• [Exercise details]: Scan the entries below for the string "guide" and copy every line where it turns up.
- Opening Delimiter -
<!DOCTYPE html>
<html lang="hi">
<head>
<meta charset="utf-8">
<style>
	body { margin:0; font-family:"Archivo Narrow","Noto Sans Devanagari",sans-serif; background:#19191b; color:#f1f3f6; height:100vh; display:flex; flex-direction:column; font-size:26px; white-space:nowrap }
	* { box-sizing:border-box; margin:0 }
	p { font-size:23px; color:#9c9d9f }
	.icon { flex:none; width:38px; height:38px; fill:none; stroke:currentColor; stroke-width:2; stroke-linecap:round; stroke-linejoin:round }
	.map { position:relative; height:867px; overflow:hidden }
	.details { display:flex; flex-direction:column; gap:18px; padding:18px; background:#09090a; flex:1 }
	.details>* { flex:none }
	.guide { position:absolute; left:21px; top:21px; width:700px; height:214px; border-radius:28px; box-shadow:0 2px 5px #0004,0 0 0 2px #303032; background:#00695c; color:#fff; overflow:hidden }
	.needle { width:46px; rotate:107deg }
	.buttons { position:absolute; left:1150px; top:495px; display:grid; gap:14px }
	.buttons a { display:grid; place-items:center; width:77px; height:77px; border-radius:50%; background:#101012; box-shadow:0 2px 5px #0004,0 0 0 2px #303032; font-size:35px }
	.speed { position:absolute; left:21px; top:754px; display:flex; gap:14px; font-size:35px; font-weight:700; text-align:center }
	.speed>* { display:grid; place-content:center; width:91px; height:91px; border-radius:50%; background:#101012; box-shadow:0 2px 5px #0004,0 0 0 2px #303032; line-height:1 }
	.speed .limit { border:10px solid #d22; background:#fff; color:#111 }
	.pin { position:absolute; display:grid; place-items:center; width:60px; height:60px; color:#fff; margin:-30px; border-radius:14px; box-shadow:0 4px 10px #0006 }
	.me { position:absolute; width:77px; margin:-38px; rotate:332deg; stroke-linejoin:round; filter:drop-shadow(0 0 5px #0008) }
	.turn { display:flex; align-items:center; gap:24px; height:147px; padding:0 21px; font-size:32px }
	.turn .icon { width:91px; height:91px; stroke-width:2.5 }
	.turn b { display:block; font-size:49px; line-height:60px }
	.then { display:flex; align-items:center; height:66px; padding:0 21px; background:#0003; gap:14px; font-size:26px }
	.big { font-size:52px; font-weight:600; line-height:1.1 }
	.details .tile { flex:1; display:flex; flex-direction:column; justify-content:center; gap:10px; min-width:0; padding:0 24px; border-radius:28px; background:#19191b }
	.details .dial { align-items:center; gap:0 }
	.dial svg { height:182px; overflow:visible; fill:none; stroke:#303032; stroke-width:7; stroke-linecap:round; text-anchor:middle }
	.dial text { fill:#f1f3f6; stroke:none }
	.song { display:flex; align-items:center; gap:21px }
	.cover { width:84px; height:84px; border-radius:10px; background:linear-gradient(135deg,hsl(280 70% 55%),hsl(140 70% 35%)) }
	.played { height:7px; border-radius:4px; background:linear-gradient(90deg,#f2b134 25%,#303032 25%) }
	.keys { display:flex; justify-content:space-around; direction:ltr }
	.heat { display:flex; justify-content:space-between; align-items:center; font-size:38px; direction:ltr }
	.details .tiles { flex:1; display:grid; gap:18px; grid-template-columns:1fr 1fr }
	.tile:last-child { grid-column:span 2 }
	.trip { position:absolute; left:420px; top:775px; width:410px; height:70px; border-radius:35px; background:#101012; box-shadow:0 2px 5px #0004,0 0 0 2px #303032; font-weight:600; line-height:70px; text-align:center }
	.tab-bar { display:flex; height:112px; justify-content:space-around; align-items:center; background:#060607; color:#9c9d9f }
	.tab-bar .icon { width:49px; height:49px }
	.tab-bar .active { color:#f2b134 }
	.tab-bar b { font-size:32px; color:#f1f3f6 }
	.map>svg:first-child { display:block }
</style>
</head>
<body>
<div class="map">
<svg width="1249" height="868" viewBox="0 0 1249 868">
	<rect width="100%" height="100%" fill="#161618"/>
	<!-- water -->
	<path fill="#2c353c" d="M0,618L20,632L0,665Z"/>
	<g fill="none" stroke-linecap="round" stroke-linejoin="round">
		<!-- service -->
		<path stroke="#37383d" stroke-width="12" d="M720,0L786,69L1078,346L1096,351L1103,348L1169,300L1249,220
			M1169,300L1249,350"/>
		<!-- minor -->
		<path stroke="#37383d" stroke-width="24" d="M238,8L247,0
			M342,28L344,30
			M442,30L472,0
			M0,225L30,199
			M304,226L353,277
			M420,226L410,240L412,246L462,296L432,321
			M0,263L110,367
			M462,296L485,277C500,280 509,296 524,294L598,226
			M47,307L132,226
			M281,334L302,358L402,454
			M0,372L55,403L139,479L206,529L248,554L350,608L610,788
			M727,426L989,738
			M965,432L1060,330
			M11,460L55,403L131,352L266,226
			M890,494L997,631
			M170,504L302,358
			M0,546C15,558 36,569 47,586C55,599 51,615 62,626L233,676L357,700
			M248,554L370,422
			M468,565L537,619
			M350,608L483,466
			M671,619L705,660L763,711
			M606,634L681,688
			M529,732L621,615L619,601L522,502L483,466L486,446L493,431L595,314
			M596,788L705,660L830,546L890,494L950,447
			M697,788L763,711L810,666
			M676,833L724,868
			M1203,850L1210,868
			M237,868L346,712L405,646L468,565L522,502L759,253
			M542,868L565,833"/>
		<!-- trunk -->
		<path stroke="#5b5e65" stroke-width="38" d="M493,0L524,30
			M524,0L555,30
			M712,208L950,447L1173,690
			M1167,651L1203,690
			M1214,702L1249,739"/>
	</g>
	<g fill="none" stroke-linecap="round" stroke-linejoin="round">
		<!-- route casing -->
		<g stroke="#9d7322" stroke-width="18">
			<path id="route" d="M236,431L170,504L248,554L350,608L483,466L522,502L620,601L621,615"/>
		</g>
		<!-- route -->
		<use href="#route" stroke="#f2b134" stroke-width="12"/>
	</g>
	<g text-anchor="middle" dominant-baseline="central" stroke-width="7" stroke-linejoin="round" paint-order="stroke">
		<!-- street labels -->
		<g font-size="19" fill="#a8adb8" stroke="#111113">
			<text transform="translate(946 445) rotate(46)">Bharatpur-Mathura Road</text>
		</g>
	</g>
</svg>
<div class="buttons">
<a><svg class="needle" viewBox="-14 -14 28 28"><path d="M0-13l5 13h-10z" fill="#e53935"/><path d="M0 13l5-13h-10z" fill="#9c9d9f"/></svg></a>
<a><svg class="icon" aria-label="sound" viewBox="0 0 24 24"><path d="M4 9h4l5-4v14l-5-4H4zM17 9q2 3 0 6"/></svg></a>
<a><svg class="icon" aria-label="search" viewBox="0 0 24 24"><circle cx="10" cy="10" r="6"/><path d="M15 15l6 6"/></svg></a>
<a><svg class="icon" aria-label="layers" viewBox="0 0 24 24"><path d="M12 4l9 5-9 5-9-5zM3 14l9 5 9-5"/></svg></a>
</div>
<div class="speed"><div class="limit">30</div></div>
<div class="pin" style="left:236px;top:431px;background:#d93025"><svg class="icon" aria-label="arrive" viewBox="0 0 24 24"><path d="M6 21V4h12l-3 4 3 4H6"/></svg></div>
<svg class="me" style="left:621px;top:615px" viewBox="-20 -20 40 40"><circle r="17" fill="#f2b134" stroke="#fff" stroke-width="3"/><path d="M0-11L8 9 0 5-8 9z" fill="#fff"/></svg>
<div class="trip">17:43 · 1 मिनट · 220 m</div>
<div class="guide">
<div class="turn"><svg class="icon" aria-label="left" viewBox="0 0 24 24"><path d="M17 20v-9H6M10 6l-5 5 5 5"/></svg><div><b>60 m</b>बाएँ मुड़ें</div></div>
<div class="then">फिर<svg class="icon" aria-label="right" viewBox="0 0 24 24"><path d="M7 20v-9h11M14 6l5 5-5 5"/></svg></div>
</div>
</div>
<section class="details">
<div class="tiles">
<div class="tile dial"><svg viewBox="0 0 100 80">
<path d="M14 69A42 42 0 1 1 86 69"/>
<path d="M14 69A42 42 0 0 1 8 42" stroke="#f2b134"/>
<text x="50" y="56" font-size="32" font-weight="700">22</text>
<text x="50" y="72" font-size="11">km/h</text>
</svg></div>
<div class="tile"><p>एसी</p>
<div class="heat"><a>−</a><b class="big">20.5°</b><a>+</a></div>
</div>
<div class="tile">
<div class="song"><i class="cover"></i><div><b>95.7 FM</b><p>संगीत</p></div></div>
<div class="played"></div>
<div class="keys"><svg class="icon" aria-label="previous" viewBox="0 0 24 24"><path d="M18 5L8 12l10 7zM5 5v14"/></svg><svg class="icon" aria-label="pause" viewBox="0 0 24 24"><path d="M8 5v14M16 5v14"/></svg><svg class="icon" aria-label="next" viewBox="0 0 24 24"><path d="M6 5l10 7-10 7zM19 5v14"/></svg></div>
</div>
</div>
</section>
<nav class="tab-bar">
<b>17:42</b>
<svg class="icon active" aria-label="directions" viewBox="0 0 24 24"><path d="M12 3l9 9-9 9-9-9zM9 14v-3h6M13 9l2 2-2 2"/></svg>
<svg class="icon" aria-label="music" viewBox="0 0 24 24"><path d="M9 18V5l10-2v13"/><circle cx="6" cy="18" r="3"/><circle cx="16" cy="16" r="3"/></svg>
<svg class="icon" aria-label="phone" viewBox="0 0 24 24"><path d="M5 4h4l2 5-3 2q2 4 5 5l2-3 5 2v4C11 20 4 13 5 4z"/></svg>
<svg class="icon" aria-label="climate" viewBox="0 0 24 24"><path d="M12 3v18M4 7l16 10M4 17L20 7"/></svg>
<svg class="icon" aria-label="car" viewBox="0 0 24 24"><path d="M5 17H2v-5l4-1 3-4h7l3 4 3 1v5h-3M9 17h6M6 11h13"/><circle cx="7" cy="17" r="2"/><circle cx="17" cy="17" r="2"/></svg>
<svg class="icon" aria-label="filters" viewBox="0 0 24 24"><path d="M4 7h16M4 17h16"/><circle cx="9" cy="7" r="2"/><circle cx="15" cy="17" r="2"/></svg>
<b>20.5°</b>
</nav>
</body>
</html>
- Closing Delimiter -
• [The completed task]:
	.guide { position:absolute; left:21px; top:21px; width:700px; height:214px; border-radius:28px; box-shadow:0 2px 5px #0004,0 0 0 2px #303032; background:#00695c; color:#fff; overflow:hidden }
<div class="guide">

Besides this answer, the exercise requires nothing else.